Bis heute ist hormonelle Verhütung die beliebteste Methode - doch über ihre Risiken und Nebenwirkungen wird zu wenig gesprochen. Völlig zuverlässig ist sie auch nicht.
Blisterpackung für die Pille vor rosafarbenem Hintergrund

Keine Frage: Die Antibabypille hat die Gesellschaft und die Sexualität verändert. Doch Verhütung ist privat, Frauensache – und überhaupt redet man eher wenig darüber. Am beliebtesten sind noch immer die Hormonpräparate. Gerade für junge Frauen gelten die Pillen, die 21 Tage lang täglich eingenommen werden müssen und dann 7 Tage abgesetzt werden, als das Nonplusultra, wenn es um Verhütung geht. Kurz gesagt wirken sie dem natürlichen Hormonzyklus entgegen und verhindern das Heranreifen der Eizellen der Frau, welche somit auch nicht befruchtet werden können.
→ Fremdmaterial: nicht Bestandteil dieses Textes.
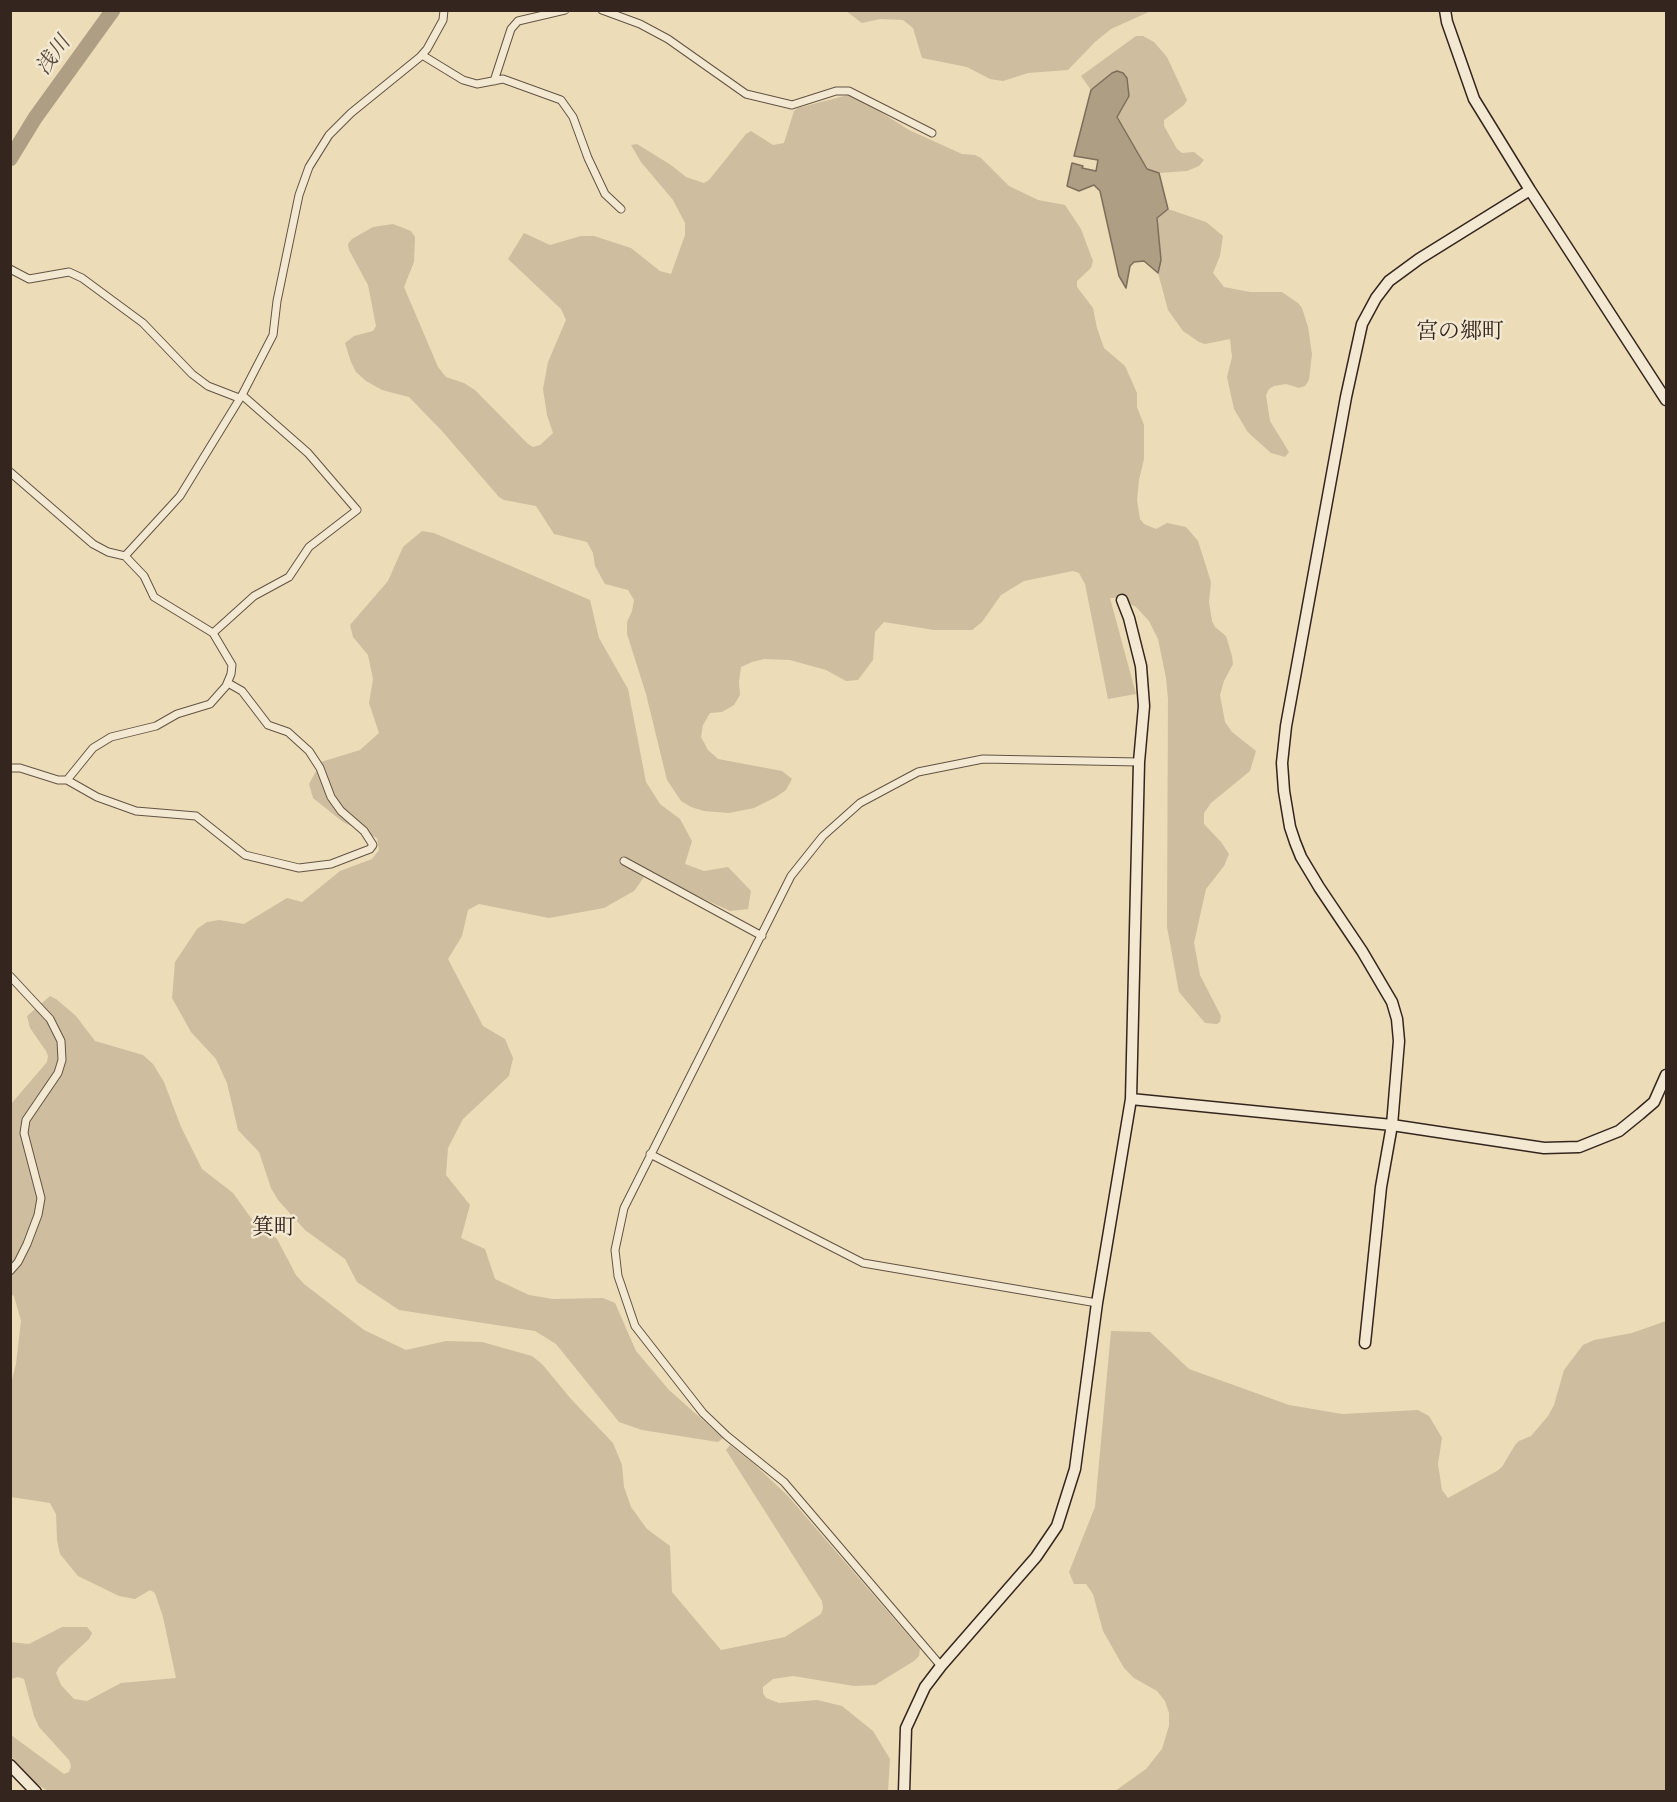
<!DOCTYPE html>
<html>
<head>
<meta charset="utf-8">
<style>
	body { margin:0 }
	#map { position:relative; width:1677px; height:1802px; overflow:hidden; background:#eddcb8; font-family:"IM FELL French Canon",serif }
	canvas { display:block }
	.frame { position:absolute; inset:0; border:12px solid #34261e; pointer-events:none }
</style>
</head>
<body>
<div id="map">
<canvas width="1677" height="1802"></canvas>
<div class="frame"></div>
</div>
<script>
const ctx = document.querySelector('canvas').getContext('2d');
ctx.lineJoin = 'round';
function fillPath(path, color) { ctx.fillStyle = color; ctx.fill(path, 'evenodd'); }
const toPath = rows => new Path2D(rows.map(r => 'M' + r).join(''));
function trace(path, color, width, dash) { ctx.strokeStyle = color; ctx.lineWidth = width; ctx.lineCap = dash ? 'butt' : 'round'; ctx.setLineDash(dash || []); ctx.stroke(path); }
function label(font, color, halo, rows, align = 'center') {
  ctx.font = font + ' "IM FELL French Canon","Noto Serif JP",serif'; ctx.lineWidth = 5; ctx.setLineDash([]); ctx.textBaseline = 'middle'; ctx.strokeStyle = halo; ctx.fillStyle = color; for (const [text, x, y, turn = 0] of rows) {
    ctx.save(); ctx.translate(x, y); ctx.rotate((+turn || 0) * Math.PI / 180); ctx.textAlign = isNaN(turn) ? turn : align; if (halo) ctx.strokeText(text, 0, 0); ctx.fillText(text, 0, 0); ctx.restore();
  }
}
fillPath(toPath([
	[846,11,1151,11,1111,29,1095,42,1068,70,1028,73,1003,81,990,79,967,67,922,58,913,28,903,20,880,19,862,23],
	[1136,36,1143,36,1154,42,1167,57,1187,100,1184,105,1164,120,1164,126,1177,149,1182,153,1194,152,1204,160,1199,166,1187,171,1159,173,1147,169,1117,116,1129,96,1127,78,1123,73,1117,71,1112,73,1091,90,1081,76],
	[852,94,909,130,962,154,975,155,981,158,1009,186,1038,200,1065,205,1081,229,1093,261,1091,268,1077,281,1077,287,1093,308,1097,328,1104,348,1125,366,1137,393,1137,407,1144,425,1144,459,1139,480,1137,500,1140,519,1144,524,1156,529,1167,523,1186,527,1198,541,1211,582,1209,602,1212,621,1215,627,1226,636,1232,656,1233,664,1224,681,1220,695,1225,722,1232,732,1256,751,1250,771,1211,803,1204,813,1204,824,1221,842,1229,854,1224,866,1206,889,1194,943,1200,975,1221,1016,1220,1022,1217,1024,1205,1023,1179,992,1167,927,1168,699,1166,678,1158,639,1149,621,1136,607,1118,598,1110,598,1136,694,1108,699,1085,584,1079,573,1073,571,1024,581,1001,595,982,622,972,630,934,630,884,622,875,632,873,660,858,680,846,681,826,670,790,660,764,659,752,662,741,667,739,682,740,695,734,705,722,712,710,713,703,725,701,737,708,750,718,759,782,771,792,779,786,790,776,797,754,808,729,813,704,811,691,807,681,801,667,780,646,694,627,634,627,622,632,611,634,600,628,590,605,584,595,566,593,553,587,542,554,534,536,506,504,500,499,497,442,431,409,397,382,390,366,381,356,372,351,362,345,343,354,336,373,331,376,326,368,285,349,250,348,244,352,239,373,227,393,224,411,231,415,237,414,262,404,287,438,367,446,377,464,383,475,390,528,444,533,447,540,445,553,433,547,415,543,389,548,362,566,320,561,309,508,259,524,233,550,245,581,236,594,236,631,248,660,271,671,274,685,235,685,223,673,200,641,162,631,145,637,144,671,165,686,177,704,183,709,180,746,134,751,131,773,145,784,143,794,111,798,108],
	[1168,209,1206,222,1223,236,1220,256,1213,273,1224,287,1250,292,1282,292,1298,303,1302,308,1308,327,1312,354,1309,380,1305,386,1299,388,1286,384,1274,386,1269,389,1266,395,1270,421,1289,452,1285,457,1271,453,1252,436,1247,431,1234,409,1227,377,1232,357,1230,339,1205,344,1199,342,1183,331,1168,310,1158,273,1161,260,1157,217],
	[422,531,434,533,590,600,599,638,628,689,646,782,660,804,680,819,692,841,685,864,704,871,728,867,751,891,748,909,730,911,647,873,634,891,604,908,549,918,479,904,468,910,462,936,448,959,483,1026,505,1039,513,1058,509,1076,463,1119,448,1148,446,1175,470,1205,461,1238,485,1249,495,1279,529,1295,553,1299,603,1298,615,1303,636,1351,669,1390,723,1438,718,1442,642,1430,619,1422,556,1344,535,1331,399,1310,357,1282,345,1259,305,1230,278,1200,271,1188,259,1152,238,1130,227,1083,216,1059,191,1032,172,998,175,962,197,929,207,922,219,920,244,924,287,898,302,902,340,871,372,859,379,850,377,838,343,822,313,798,309,784,321,762,360,750,379,733,369,703,373,679,368,655,353,637,350,625,388,581,403,547],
	[50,996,56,999,76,1016,95,1041,143,1055,153,1064,164,1082,181,1127,202,1169,233,1193,251,1218,277,1239,296,1275,304,1284,364,1330,406,1350,446,1341,482,1342,532,1356,542,1364,571,1399,613,1443,622,1465,624,1487,631,1507,647,1529,670,1546,672,1592,721,1650,785,1637,821,1614,823,1608,822,1601,726,1450,730,1445,754,1464,788,1496,920,1649,919,1656,914,1661,875,1685,854,1686,793,1676,773,1679,763,1687,763,1693,766,1698,779,1703,817,1700,842,1706,873,1731,890,1759,888,1791,50,1792,35,1783,11,1756,11,1735,64,1774,69,1772,71,1766,69,1760,39,1727,34,1716,24,1679,18,1677,11,1679,10,1642,29,1644,62,1627,87,1627,92,1633,89,1639,59,1667,56,1673,61,1685,74,1699,87,1701,121,1683,176,1678,163,1617,155,1593,150,1590,135,1599,119,1596,78,1576,60,1554,57,1540,56,1514,50,1503,11,1497,10,1387,16,1364,21,1321,14,1296,10,1294,11,1104,47,1062,48,1056,46,1051,30,1028,27,1016],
	[1666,1321,1666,1791,1115,1791,1146,1769,1162,1749,1169,1726,1169,1713,1165,1701,1157,1691,1134,1678,1124,1668,1103,1631,1093,1594,1086,1584,1074,1584,1069,1572,1095,1507,1111,1331,1150,1332,1189,1369,1289,1405,1342,1414,1418,1410,1429,1416,1442,1438,1438,1464,1442,1490,1448,1498,1497,1471,1502,1467,1515,1445,1519,1441,1531,1436,1548,1416,1554,1405,1564,1370,1583,1345,1594,1340,1632,1333]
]), '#cebd9e');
const water = toPath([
	[1117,71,1123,73,1127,78,1129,96,1117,117,1147,169,1159,173,1168,209,1157,218,1161,260,1158,273,1144,261,1134,262,1130,266,1126,288,1119,276,1100,191,1094,185,1079,191,1067,186,1072,163,1083,166,1082,168,1096,171,1098,160,1074,156,1091,90,1112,73,1117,71]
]);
fillPath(water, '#ae9e84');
trace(water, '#7d6e5b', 1.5);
trace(toPath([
	[10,159,35,118,113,10]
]), '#ae9e84', 15);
const street = toPath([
	[602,10,640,24,668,39,746,94,792,105,836,91,849,91,932,133],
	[422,55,463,80,477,84,503,79,561,100,573,117,588,158,605,194,621,209],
	[494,81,511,29,518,21,565,10],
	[10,269,29,279,69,272,82,278,143,323,192,374,208,386,239,398],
	[10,472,93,544,108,552,125,556,144,576,154,597,213,633,232,665,231,674,226,686,210,704,177,714,156,726,111,737,93,748,67,780,58,780,20,768,10,768],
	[125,556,180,496,242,395,273,335,277,301,299,195,309,167,329,135,351,113,420,57,427,49,443,20,444,10],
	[213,633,254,596,289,577,309,547,357,510,308,453,242,395],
	[67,780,97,797,136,811,196,816,245,855,299,868,331,864,370,849,373,845,364,831,341,811,331,797,320,768,309,751,288,732,268,725,242,691,228,683],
	[624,861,762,936],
	[10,976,50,1019,61,1041,62,1060,58,1073,26,1120,24,1133,41,1198,38,1215,27,1244,18,1262,10,1271],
	[650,1154,863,1263,1097,1303],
	[941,1666,784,1482,727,1436,703,1413,635,1326,618,1276,615,1250,624,1208,791,876,823,836,860,803,918,772,983,759,1139,762]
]);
const secondary = toPath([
	[1445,10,1447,22,1474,99,1530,190,1666,400],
	[1131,1099,1392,1125,1544,1148,1579,1147,1619,1131,1640,1114,1654,1102,1666,1075],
	[1365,1343,1381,1187,1392,1125,1399,1041,1397,1019,1392,1002,1362,951,1319,887,1301,857,1295,842,1290,827,1284,791,1282,763,1286,726,1346,397,1362,324,1376,298,1389,281,1419,259,1530,190],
	[10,1765,36,1792],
	[904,1792,906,1728,925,1687,941,1666,1036,1557,1057,1526,1075,1469,1097,1303,1131,1099,1139,762,1144,706,1141,666,1129,618,1122,600]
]);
trace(street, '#625444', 9);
trace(secondary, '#34261e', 13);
trace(street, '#f3e8d1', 7);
trace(secondary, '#f3e8d1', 10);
label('italic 21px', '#594a3d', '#f3e8d1', [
	["浅川",54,56,-54]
]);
label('22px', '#34261e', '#f3e8d1', [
	["宮の郷町",1460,333],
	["箕町",274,1229]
]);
</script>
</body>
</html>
Die Pille hat einige Vorteile: Regelschmerzen können weniger werden (weil die Menstruation nicht mehr richtig einsetzt), das Hautbild kann sich verbessern, und wenn die rote Woche wieder einmal ganz unpassenderweise anrückt – im Urlaub zum Beispiel –, kann man diese auch einfach einmal überspringen, indem man direkt die nächste Packung anbricht.

Wenig unterhält man sich, auch in den Arztpraxen, über die Nebenwirkungen der Pille. Ein kürzlich veröffentlichtes Faltblatt der AOK enthält angeblich übersichtliche Informationen zur Antibabypille: Demnach werden bei ihrer sachgerechten Anwendung in einem Jahr von 10 000 Frauen 253 schwanger. Das ist immerhin jede 40. Frau (2,53 Prozent). Diese Zahlen schließen Anwendungsfehler jedoch mit ein. Bei Verhütung mit Kondomen werden allerdings sogar 18 Prozent der Frauen schwanger. Da greift man doch lieber zu den kleinen Dragees.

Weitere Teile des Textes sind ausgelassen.